As global awareness about plastic waste in our ocean grows, people are starting to act: companies are pledging to use more recycled content; some governments are setting goals to address highly littered products; and people are looking for ways to reduce their plastic footprint. Each of these steps has an important role to play, particularly in areas where waste collection systems already exist. But what about where they don’t? Research tells us that up to 80% of ocean plastic starts out on land, with much of it coming from rapidly developing countries that have yet to build systems to manage local waste. Given the number and pace of people entering the consumer class, failing to collect and manage waste in those places will mean more plastic than fish in the ocean by 2050.

That’s why a recent announcement by a coalition of nearly thirty leading global companies is so remarkable. In announcing the Alliance to End Plastic Waste[i], a new global nonprofit to invest in waste management, those companies are filling a critical gap by bringing investment, innovation and solutions to places where they are needed most. Companies that have joined the Alliance agree that plastic waste in the environment is unacceptable and that change is the only way forward. There is no single, simple solution. Success will require investing in new ways of managing resources to achieve greater circularity, dramatically improving recovery and recycling; developing new packaging formats and product delivery mechanisms; and building entirely new business models.

The Alliance is notable for a couple of reasons. The first is the scale of its ambition. Alliance members have committed over $1 billion to this work, with a goal of $1.5 billion over the next five years to help solve this problem. And these investments are designed to be catalytic—meaning they will prove a case for investments in systems and technologies that can be scaled with the addition of development finance, impact investors and, ultimately, private equity.

The Alliance is also notable because it involves the breadth of experience, expertise and global perspectives of companies that make, sell, use and recycle plastic—the so-called plastic “value chain.” This is important because the problem is complex and solutions are locally-dependent, so no single company or sector acting alone could have the needed perspective or impact.

The Alliance will focus its investments in four key areas: expanding infrastructure to collect, manage and recycle used plastics, particularly in high-leakage regions; accelerating innovations in packaging design and technology that increase efficiency and create value from post-use plastics; promoting education and engagement among governments, businesses and communities; and cleaning up concentrated areas of plastic waste already in the environment—especially in rivers that carry land-based waste to the ocean.
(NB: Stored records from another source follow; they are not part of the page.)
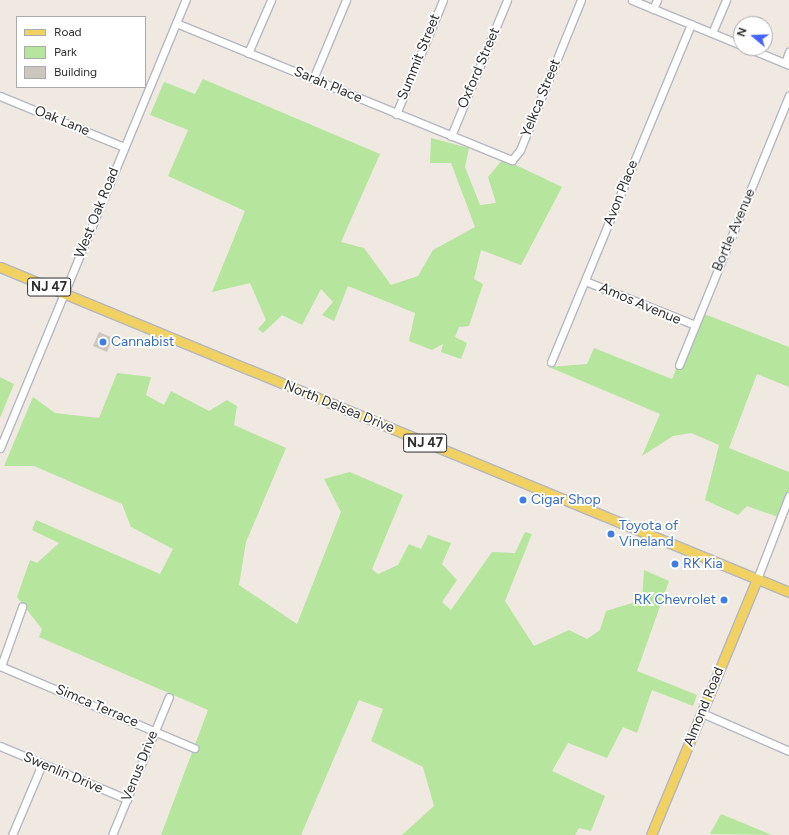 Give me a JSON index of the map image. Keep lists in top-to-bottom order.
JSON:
{
  "streets": {
    "main road": ["NJ 47", "North Delsea Drive", "Almond Road"],
    "street": [
      "Summit Street",
      "Oxford Street",
      "Sarah Place",
      "Yelkca Street",
      "Oak Lane",
      "Avon Place",
      "West Oak Road",
      "Bortle Avenue",
      "Amos Avenue",
      "Simca Terrace",
      "Venus Drive",
      "Swenlin Drive"
    ]
  },
  "crossings": [
    ["Summit Street", "Sarah Place"],
    ["Oxford Street", "Sarah Place"],
    ["Sarah Place", "Yelkca Street"],
    ["Sarah Place", "West Oak Road"],
    ["Oak Lane", "West Oak Road"],
    ["Avon Place", "Amos Avenue"],
    ["West Oak Road", "North Delsea Drive"],
    ["Bortle Avenue", "Amos Avenue"],
    ["North Delsea Drive", "Almond Road"],
    ["Simca Terrace", "Venus Drive"],
    ["Venus Drive", "Swenlin Drive"]
  ],
  "places": [
    "Cannabist",
    "Cigar Shop",
    "Toyota of Vineland",
    "RK Kia",
    "RK Chevrolet"
  ],
  "legend": ["Road", "Park", "Building"],
  "north": "left"
} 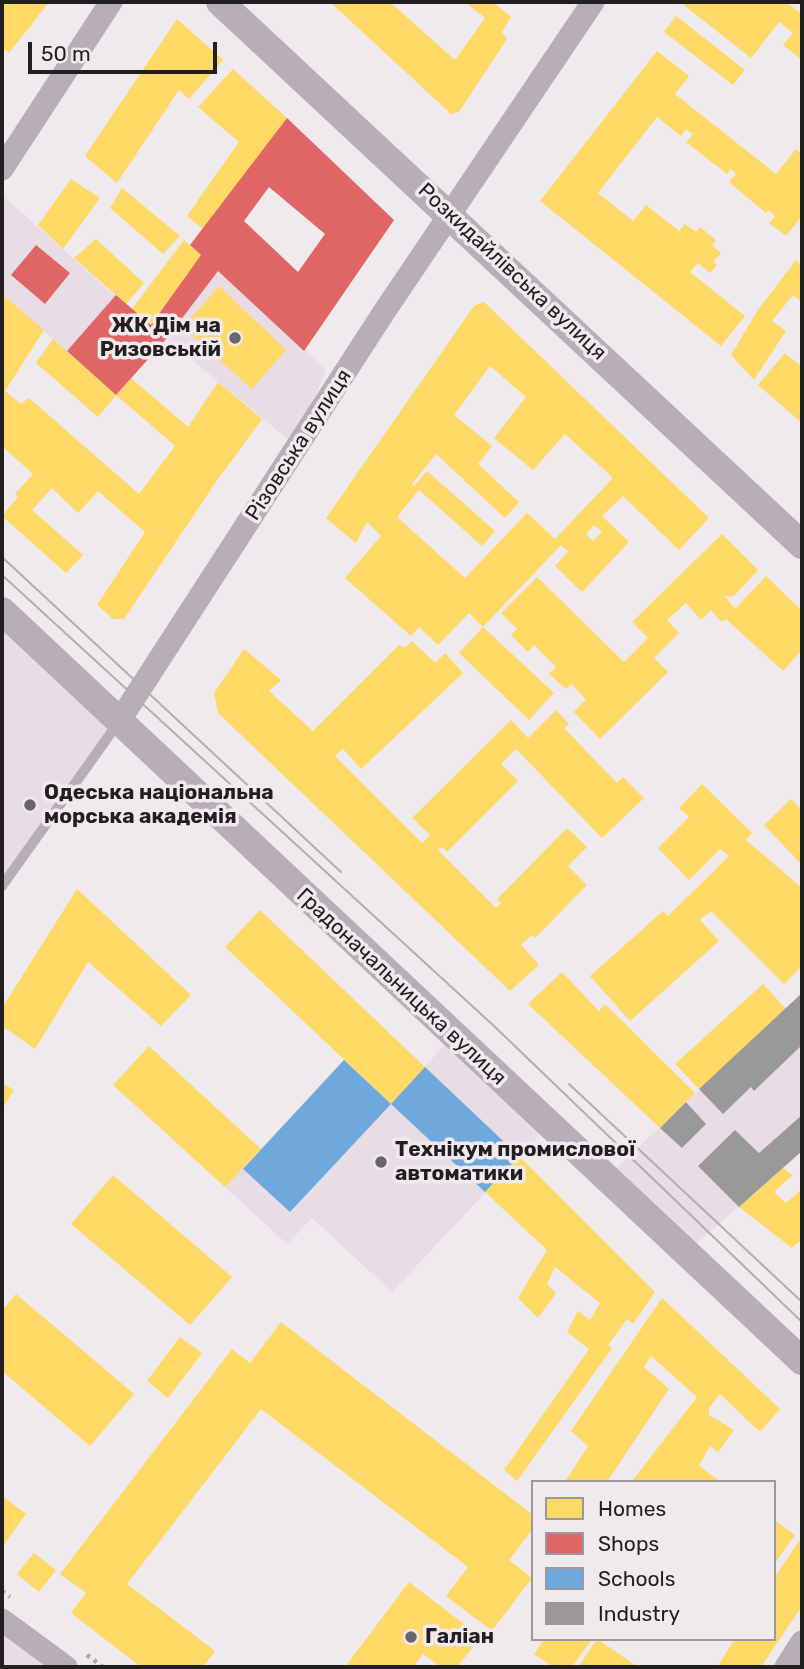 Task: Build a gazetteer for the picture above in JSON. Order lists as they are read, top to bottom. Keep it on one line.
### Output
{"streets":{"street":["Розкидайлівська вулиця","Різовська вулиця","Градоначальницька вулиця"]},"crossings":[["Розкидайлівська вулиця","Різовська вулиця"],["Різовська вулиця","Градоначальницька вулиця"]],"places":["ЖК Дім на Ризовській","Одеська національна морська академія","Технікум промислової автоматики","Галіан"],"legend":["Homes","Shops","Schools","Industry"],"scale_bar":"50 m"}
These investments complement numerous existing commitments undertaken by individual Alliance members to use and reuse resources with greater circularity, and commitments by plastics makers in the United States, Canada and Europe to recycle or recover 100% plastic packaging by 2040.

Structurally, the Alliance is an independent, cross-sector nonprofit consisting of global companies that manufacture consumer goods, chemicals, plastics and packaging, and waste management firms. The World Business Council for Sustainable Development is a founding partner in the initiative. This broad collective brings together unprecedented access to world-class expertise and resources (technical, engineering, logistics etc.) to help solve this problem, along with insights from regions where the waste challenge is the greatest.

Out of the gate, the Alliance has set its sights on an initial group of projects including: establishing partnerships with cities in high-leakage areas; providing funds to the Incubator Network by Circulate Capital, which was launched at the G7 in September 2018; developing a global information project to support waste management systems with data, metrics, standards and methodologies; creating a capacity building collaboration in partnerships with organizations like the United Nations; and supporting the nonprofit Renew Oceans to aid in capturing waste from ten high-leakage rivers in Asia before it reaches the ocean.

The Alliance is just getting started, and it’s off to a strong start, thanks to broad and growing participation from leading companies across the plastics value chain. Expanding the Alliance’s membership is critical to sustaining momentum. The Alliance encourages all companies, big or small, from all regions and sectors to support this effort.


[i] Members of the Alliance to End Plastic Waste consist of leading companies that make, sell, process, collect and recycle plastics. Trade associations, including the American Chemistry Council, are not members of the Alliance.